Notícia

Síndrome de Noé reúne especialistas em Sintra

13.11.2019

Começam por ter dois, três animais de estimação. Com o tempo, vão juntando cada vez mais. Chegam a ter centenas. Estas pessoas podem sofrer de Síndrome de Noé, uma doença que as leva acumular animais de companhia. O tema esteve em análise no seminário Transtorno de Acumulação – Direito, Bem-Estar Animal e Saúde Pública, realizado na semana passada, no Centro Cultural Olga Cadaval, em Sintra.

A conferência reuniu especialistas de diversas áreas – juristas, médicos-veterinários, psicólogos, psiquiatras, representantes das forças de autoridade – que, em conjunto, tentaram refletir sobre este fenómeno que não é recente, mas que, dado o crescente envelhecimento da população portuguesa e as situações cada vez mais frequentes de isolamento social, tem tendência para se agravar num futuro próximo. Os participantes no seminário procuraram traçar um quadro o mais completo possível da situação atual, bem como definir estratégias de combate a esta perturbação, que não só põe em causa o bem-estar dos animais envolvidos, como, em muitos casos, acaba por originar situações graves, nomeadamente no que diz respeito à saúde pública.

A Síndrome de Noé caracteriza-se por uma acumulação negligente de animais, aos quais deixam de ser garantidos os cuidados básicos veterinários, de higiene, de espaço ou até mesmo de alimentação. Os acumuladores vivem geralmente isolados e são incapazes de reconhecer os efeitos que o seu comportamento tem no bem-estar dos animais que mantêm a cargo. Quando confrontados, tendem a negar ou desvalorizar a magnitude do problema e das condições em que tanto eles próprios como os animais vivem.

Esta síndrome, pode ou não, surgir associada a uma outra, a Síndrome de Diógenes, relacionada com a acumulação descontrolada de objetos ou mesmo de lixo. Em ambos os casos, os primeiros sinais são detetáveis logo na adolescência, agravam-se na idade adulta, mas acabam invariavelmente por ter o seu pico de prevalência numa idade mais avançada.

É comum os acumuladores deixarem de saber ao certo quantos animais têm, reconhecendo apenas aqueles que lhes são mais próximos. Por isso, não são raras as intervenções domiciliárias que se deparam com animais já cadáveres lado a lado com outros vivos, mas em condições de saúde e higiene extremamente deficitárias.
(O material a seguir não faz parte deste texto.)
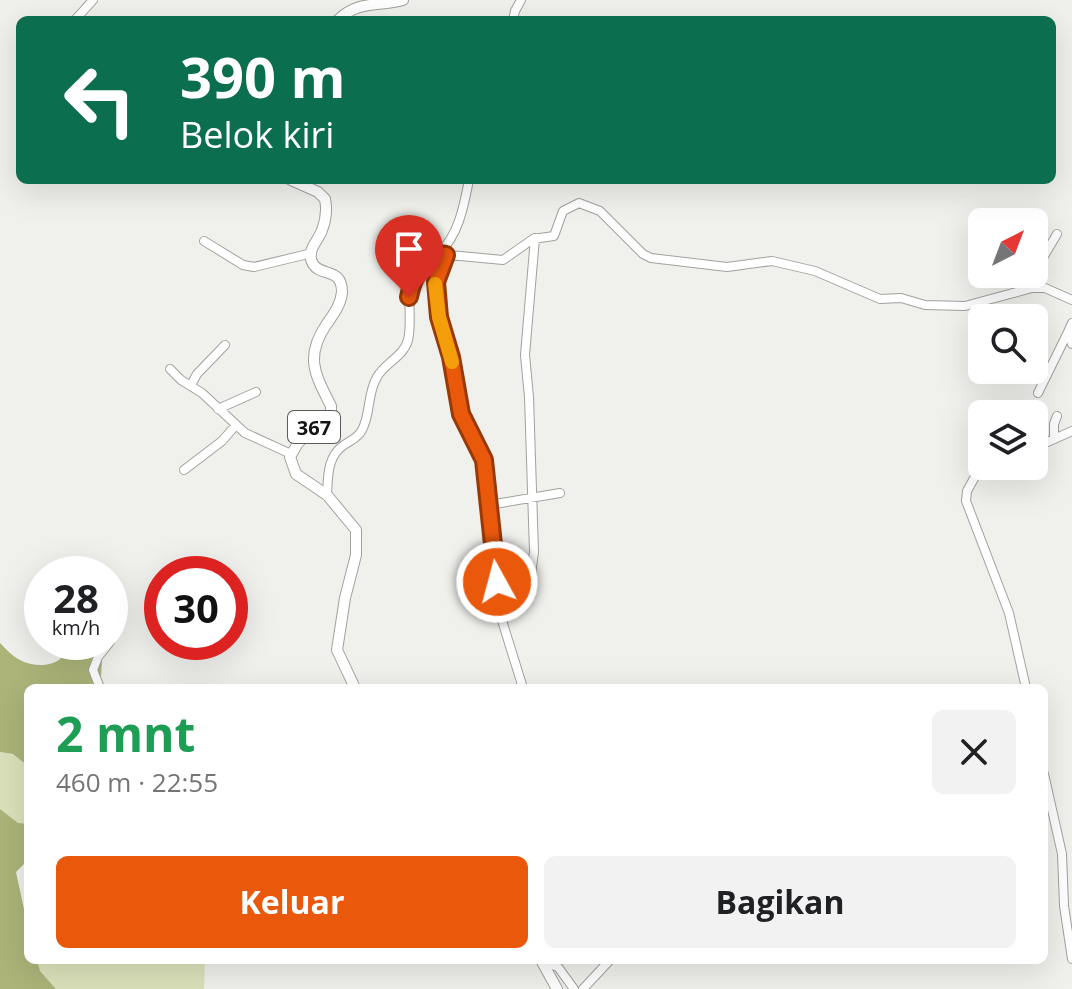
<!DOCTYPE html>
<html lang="id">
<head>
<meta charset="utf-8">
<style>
	body { margin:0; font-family:"Open Sans",sans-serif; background:#f2f2f2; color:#202124; height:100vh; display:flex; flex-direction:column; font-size:30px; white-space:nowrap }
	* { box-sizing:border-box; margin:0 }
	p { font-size:26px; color:#757577 }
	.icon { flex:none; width:44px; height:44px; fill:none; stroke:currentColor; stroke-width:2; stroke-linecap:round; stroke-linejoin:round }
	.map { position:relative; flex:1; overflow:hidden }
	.panel { position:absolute; left:24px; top:684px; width:1024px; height:280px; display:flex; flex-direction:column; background:#fff; border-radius:12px; box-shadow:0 8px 32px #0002 }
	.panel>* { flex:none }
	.guide { position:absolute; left:16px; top:16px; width:1040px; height:168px; border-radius:12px; box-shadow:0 8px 32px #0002; background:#0b6e4f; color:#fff; overflow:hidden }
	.needle { width:52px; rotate:42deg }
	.tools { position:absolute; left:968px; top:208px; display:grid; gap:16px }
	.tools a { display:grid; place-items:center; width:80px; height:80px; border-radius:12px; background:#fff; box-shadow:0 8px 32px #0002; font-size:40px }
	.speed { position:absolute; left:24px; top:556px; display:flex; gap:16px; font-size:40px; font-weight:700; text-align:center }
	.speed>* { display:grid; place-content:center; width:104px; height:104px; border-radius:50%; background:#fff; box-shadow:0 8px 32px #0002; line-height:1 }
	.speed small { font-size:20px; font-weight:400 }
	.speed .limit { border:12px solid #d22; background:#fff; color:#111 }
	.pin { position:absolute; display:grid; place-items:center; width:68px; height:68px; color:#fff; margin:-82px -34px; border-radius:50% 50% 50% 0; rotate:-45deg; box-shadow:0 0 8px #0007 }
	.pin .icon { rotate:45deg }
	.me { position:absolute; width:88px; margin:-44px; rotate:353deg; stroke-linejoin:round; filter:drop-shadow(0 0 6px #0008) }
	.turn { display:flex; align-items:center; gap:28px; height:168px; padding:0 32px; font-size:36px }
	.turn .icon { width:104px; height:104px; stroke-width:2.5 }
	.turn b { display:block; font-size:56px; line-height:68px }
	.round { display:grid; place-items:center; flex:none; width:84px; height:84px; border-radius:12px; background:#f2f2f2 }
	.head { display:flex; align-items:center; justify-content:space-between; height:136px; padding:0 32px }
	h1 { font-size:48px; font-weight:700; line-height:60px; color:#1e9e55 }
	.action { display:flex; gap:16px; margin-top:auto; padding:16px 32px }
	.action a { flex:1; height:92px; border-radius:12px; background:#ea580c; color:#fff; font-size:32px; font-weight:700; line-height:92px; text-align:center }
	.action a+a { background:#f2f2f2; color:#202124 }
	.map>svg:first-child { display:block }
	.green { fill:#dbe2ba }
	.forest { fill:#acb479 }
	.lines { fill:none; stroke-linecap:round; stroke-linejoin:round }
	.minor-casing { stroke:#a1a29d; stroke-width:10 }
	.major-casing { stroke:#a1a29d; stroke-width:12 }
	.minor { stroke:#fff; stroke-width:8 }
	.major { stroke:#fff; stroke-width:10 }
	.route-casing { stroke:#983908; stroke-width:20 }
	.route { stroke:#ea580c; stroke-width:14 }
	.slow { stroke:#f59e0b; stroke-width:14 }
	.labels { text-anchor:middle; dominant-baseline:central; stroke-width:6; stroke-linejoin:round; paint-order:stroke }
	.shield { fill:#fff; stroke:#5b5c5a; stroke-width:2 }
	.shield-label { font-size:20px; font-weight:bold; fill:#151614 }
</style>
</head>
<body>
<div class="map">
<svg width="1072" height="989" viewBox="0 0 1072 989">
	<rect width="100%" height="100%" fill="#f0f1ec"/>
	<path class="green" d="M0 752 13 754 28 766V824H18L0 809Z
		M37 960H205L204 989H56L40 971Z"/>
	<path class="forest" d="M70 642H103L101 678 105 688H28V766L13 754 0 752V643C6 649 12 656 20 660 39 670 66 666 70 642Z
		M0 809 18 823 28 824V860L16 872 24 909 28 914V960H37L40 971 56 989H0Z"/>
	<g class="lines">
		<defs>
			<path id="minor" d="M75 20 93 0
				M513 20 515 11 521 0
				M204 241 243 265 254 267 312 253
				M439 254 503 260 533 239 554 236 563 211 579 203 600 211 643 254 651 258 727 267 772 261 815 271 880 299 901 298 925 305 965 306 1032 288H1045L1072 300
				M446 255 436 282 439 317 451 357 461 414 484 460 500 614 523 688
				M1034 273 1057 234
				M1072 323 1068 332 1072 344
				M170 369 181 380 202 393 245 433 291 454
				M191 385 197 374 225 345
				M1038 393 1068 332
				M218 409 256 392
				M1054 439V424L1057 416
				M1034 448 1072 431
				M982 464 967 491 966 501 1009 613 1026 688
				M184 470 222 441 236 425
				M327 495C328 477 327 456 344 445 351 440 358 438 362 430 371 413 367 394 377 377 385 363 404 356 408 340 413 319 405 299 414 279 420 266 430 262 439 253 459 235 464 205 469 180
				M489 505 560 493
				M497 582 513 584 526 581 531 574 534 552 529 397 525 355 535 238
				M100 688 93 670 98 657 110 642
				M1044 774 1062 854 1064 906 1072 959
				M542 962 558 967 574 989
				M583 989 610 960"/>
			<path id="major" d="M338 20C358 0 378 7 403 0
				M291 180 318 192 325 199C327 209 326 220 322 230 319 240 305 251 313 264 321 277 342 267 342 292 341 305 333 315 326 325 304 358 316 376 331 406V412L298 443 290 457 296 474 327 495 356 530V555L345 598 337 650 355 688
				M541 960 557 989"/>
		</defs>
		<use href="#minor" class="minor-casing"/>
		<use href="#major" class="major-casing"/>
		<use href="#minor" class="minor"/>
		<use href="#major" class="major"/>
	</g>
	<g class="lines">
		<defs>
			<path id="route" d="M409 297C413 276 421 265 439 254L446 255 436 282 439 317 451 357 461 414 484 460 497 582"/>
		</defs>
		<use href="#route" class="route-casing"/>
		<use href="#route" class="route"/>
		<path class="slow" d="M435 284 439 317 452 362"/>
	</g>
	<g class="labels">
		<rect class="shield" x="288" y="411" width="52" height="32" rx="6"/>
		<g class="shield-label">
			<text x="314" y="427">367</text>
		</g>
	</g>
</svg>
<div class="tools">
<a><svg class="needle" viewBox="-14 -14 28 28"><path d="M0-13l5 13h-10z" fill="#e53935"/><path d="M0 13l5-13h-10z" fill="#757577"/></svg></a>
<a><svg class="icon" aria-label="search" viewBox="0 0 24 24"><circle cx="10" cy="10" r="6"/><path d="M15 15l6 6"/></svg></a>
<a><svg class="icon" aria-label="layers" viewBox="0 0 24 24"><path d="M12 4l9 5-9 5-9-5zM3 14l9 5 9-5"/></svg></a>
</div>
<div class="speed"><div>28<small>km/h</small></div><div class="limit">30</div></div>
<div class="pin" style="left:409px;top:297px;background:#d93025"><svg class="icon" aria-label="arrive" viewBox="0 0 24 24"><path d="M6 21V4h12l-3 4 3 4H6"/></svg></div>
<svg class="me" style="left:497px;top:582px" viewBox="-20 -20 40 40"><circle r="17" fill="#ea580c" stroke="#fff" stroke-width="3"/><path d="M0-11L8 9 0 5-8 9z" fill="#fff"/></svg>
<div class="guide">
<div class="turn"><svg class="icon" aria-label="left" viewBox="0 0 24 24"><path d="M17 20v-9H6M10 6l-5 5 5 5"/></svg><div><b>390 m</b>Belok kiri</div></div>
</div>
<section class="panel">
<div class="head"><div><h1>2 mnt</h1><p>460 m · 22:55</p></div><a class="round"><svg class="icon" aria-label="close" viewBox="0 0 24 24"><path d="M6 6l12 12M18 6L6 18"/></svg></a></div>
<div class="action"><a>Keluar</a><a>Bagikan</a></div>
</section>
</div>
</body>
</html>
As situações de acumulação de animais são geralmente sinalizadas por terceiros — familiares ou vizinhos –, que se sentem incomodados e decidem apresentar queixa. Só que, regra geral, a denúncia dos casos acontece vários anos depois de as situações surgirem, o que leva a que quando a intervenção acontece o cenário seja já muito complicado.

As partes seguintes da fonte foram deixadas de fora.